■ Your task ■
Where a line of the data below has the string "compass", copy that line.

[Dataset excerpts]

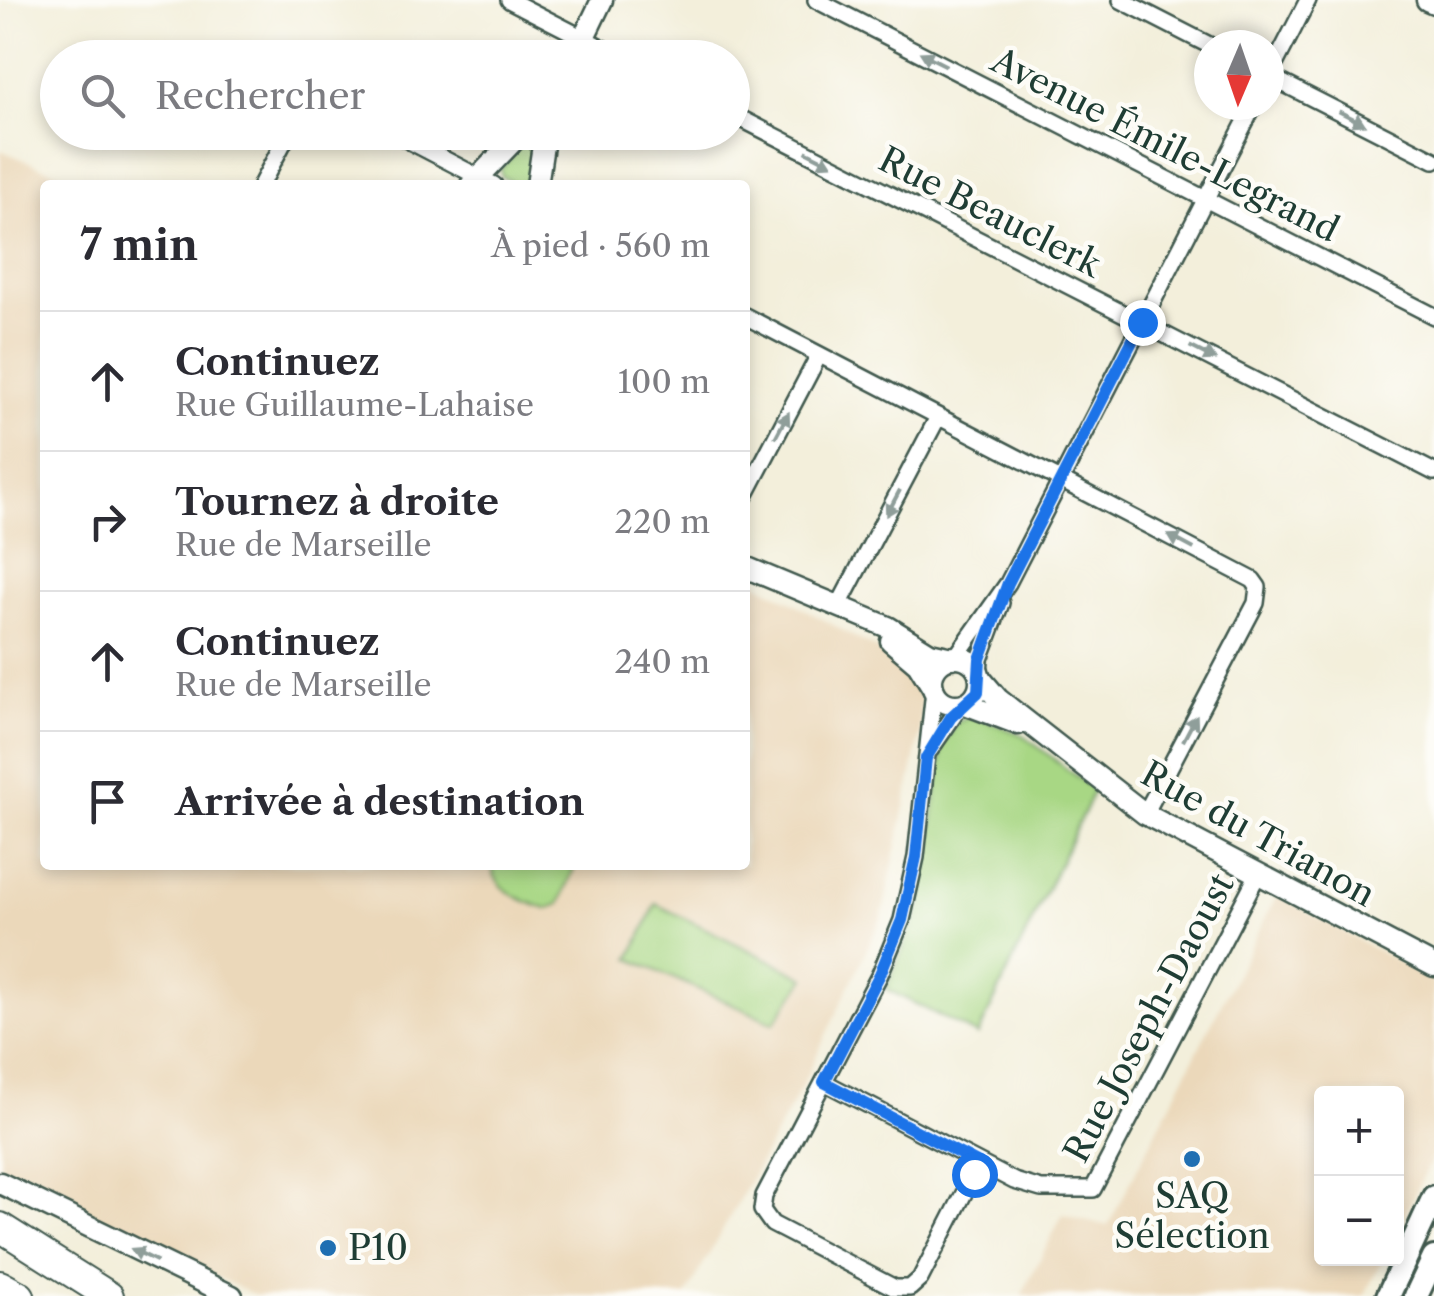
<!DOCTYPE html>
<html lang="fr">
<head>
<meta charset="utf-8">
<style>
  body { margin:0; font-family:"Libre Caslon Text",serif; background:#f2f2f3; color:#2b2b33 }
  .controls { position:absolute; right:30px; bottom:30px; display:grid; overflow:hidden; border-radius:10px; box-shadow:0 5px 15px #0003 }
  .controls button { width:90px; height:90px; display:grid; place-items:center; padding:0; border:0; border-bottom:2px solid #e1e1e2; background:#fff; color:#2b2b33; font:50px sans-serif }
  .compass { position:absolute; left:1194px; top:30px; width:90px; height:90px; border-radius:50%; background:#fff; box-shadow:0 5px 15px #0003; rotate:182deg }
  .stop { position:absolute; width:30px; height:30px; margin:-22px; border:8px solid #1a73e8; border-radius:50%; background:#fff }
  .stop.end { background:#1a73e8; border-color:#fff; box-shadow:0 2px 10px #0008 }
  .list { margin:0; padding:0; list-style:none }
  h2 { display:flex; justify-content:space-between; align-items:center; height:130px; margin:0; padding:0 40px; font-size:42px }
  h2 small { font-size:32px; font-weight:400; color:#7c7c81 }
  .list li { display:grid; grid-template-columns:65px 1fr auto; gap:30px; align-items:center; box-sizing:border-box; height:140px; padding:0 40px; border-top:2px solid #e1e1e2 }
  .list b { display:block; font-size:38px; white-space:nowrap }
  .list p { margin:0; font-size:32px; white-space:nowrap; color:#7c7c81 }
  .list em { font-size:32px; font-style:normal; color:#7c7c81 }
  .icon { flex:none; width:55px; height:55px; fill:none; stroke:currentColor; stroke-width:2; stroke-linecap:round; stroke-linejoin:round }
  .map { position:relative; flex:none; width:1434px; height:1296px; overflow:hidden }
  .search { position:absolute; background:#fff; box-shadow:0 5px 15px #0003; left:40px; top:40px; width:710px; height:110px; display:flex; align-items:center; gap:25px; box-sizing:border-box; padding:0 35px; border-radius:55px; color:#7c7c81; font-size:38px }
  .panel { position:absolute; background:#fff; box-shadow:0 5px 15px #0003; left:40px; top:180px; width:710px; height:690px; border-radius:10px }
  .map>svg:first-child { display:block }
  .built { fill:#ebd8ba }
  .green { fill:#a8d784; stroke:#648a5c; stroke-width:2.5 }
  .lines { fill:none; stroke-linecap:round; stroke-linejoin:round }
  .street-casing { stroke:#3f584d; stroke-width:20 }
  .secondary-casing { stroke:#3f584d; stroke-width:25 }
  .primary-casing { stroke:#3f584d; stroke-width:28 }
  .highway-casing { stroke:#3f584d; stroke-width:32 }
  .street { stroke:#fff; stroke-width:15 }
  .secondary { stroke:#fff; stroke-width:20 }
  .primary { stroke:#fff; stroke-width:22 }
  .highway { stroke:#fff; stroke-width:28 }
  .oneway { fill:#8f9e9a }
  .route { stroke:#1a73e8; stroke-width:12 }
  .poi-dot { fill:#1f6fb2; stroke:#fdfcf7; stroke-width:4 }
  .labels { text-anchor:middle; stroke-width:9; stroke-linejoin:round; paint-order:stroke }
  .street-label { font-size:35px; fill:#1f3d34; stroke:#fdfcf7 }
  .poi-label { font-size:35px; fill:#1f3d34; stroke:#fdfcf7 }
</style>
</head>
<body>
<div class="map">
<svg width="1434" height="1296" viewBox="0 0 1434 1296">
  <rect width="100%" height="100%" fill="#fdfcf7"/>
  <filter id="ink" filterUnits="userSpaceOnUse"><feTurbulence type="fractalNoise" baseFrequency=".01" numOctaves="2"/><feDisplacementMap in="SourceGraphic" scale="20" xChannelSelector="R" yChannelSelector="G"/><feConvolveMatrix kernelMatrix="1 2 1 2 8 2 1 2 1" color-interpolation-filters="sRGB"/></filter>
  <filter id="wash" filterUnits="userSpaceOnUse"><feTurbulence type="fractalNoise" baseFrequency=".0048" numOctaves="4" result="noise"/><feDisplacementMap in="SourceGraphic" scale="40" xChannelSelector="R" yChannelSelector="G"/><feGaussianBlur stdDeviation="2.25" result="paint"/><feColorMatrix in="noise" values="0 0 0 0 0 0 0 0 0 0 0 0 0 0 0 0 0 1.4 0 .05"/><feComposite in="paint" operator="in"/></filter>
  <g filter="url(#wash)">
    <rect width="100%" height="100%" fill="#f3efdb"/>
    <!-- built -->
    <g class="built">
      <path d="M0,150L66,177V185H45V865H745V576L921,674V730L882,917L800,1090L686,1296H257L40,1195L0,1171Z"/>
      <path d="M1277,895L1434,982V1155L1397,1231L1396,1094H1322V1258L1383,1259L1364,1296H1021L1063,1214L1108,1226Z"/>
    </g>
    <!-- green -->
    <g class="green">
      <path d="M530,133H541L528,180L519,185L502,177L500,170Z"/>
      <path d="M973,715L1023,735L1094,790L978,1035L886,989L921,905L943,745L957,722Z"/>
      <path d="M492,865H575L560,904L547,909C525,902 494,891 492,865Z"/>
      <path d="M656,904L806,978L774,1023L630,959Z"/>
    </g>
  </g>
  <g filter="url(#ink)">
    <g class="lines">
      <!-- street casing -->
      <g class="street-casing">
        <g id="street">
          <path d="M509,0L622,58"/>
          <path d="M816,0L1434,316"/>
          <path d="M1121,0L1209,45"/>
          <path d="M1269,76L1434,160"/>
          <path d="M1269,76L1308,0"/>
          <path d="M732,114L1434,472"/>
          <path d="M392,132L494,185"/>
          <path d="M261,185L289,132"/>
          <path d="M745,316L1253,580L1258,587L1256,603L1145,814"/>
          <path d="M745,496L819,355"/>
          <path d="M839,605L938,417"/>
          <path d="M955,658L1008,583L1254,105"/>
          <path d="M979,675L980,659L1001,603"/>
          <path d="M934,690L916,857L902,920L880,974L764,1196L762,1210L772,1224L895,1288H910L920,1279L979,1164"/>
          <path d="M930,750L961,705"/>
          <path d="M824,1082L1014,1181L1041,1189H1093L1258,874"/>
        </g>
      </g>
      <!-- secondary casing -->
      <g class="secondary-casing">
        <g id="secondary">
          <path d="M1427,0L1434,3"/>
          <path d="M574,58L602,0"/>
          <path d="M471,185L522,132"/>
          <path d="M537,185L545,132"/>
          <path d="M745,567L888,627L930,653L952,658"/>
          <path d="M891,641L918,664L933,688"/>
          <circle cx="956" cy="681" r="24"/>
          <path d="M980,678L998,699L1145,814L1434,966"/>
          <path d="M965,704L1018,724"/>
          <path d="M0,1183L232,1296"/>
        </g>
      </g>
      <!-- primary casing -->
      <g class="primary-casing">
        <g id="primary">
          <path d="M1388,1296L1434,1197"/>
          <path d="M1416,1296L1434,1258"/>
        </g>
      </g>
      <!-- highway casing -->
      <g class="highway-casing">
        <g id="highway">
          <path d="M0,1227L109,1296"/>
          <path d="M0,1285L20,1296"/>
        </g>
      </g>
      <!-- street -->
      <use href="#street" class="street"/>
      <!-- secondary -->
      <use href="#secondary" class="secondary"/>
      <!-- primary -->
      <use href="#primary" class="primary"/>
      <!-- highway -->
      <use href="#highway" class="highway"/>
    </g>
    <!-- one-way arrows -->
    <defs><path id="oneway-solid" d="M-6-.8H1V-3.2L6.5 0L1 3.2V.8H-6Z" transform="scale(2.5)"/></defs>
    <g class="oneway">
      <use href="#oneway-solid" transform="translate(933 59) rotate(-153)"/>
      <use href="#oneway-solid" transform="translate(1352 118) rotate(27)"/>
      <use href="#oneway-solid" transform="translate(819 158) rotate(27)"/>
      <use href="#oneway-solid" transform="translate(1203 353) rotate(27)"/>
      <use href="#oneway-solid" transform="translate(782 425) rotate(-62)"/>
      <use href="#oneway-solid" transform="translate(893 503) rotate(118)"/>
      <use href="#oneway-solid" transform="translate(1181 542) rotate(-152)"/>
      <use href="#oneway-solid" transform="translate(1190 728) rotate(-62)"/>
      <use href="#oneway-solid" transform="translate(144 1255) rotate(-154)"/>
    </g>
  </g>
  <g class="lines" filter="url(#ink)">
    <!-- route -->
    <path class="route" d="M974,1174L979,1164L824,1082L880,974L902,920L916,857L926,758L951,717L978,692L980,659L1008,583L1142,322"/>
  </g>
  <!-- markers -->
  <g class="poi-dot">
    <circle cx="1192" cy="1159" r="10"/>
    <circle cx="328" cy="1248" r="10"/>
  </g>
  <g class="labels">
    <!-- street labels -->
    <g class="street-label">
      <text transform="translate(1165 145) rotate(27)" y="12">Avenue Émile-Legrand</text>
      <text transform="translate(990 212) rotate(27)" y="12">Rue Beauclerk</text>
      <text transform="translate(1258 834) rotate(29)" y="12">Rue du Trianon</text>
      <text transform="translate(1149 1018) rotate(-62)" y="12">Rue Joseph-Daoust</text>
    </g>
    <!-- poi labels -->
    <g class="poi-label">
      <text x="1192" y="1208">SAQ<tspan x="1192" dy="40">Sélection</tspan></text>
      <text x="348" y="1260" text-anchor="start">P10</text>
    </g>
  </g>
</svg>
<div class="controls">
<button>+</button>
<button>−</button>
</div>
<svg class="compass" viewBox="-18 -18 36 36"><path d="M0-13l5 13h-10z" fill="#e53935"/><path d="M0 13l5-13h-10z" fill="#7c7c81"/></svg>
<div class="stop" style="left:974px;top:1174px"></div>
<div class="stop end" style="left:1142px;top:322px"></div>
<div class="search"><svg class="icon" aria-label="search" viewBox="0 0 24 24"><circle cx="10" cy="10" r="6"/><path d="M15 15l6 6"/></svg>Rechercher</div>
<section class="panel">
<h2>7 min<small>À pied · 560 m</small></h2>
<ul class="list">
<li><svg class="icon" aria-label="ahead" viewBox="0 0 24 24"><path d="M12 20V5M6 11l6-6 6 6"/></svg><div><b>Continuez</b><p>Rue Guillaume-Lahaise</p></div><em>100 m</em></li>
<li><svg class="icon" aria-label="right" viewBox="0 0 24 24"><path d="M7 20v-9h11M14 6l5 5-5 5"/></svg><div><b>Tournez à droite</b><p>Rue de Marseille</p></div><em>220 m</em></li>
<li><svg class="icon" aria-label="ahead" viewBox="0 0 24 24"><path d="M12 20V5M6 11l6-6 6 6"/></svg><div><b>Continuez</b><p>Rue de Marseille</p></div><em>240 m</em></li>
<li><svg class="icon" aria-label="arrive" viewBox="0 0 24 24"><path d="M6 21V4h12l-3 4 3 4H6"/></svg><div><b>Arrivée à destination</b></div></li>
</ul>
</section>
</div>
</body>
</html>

■ Task response ■
  .compass { position:absolute; left:1194px; top:30px; width:90px; height:90px; border-radius:50%; background:#fff; box-shadow:0 5px 15px #0003; rotate:182deg }
<svg class="compass" viewBox="-18 -18 36 36"><path d="M0-13l5 13h-10z" fill="#e53935"/><path d="M0 13l5-13h-10z" fill="#7c7c81"/></svg>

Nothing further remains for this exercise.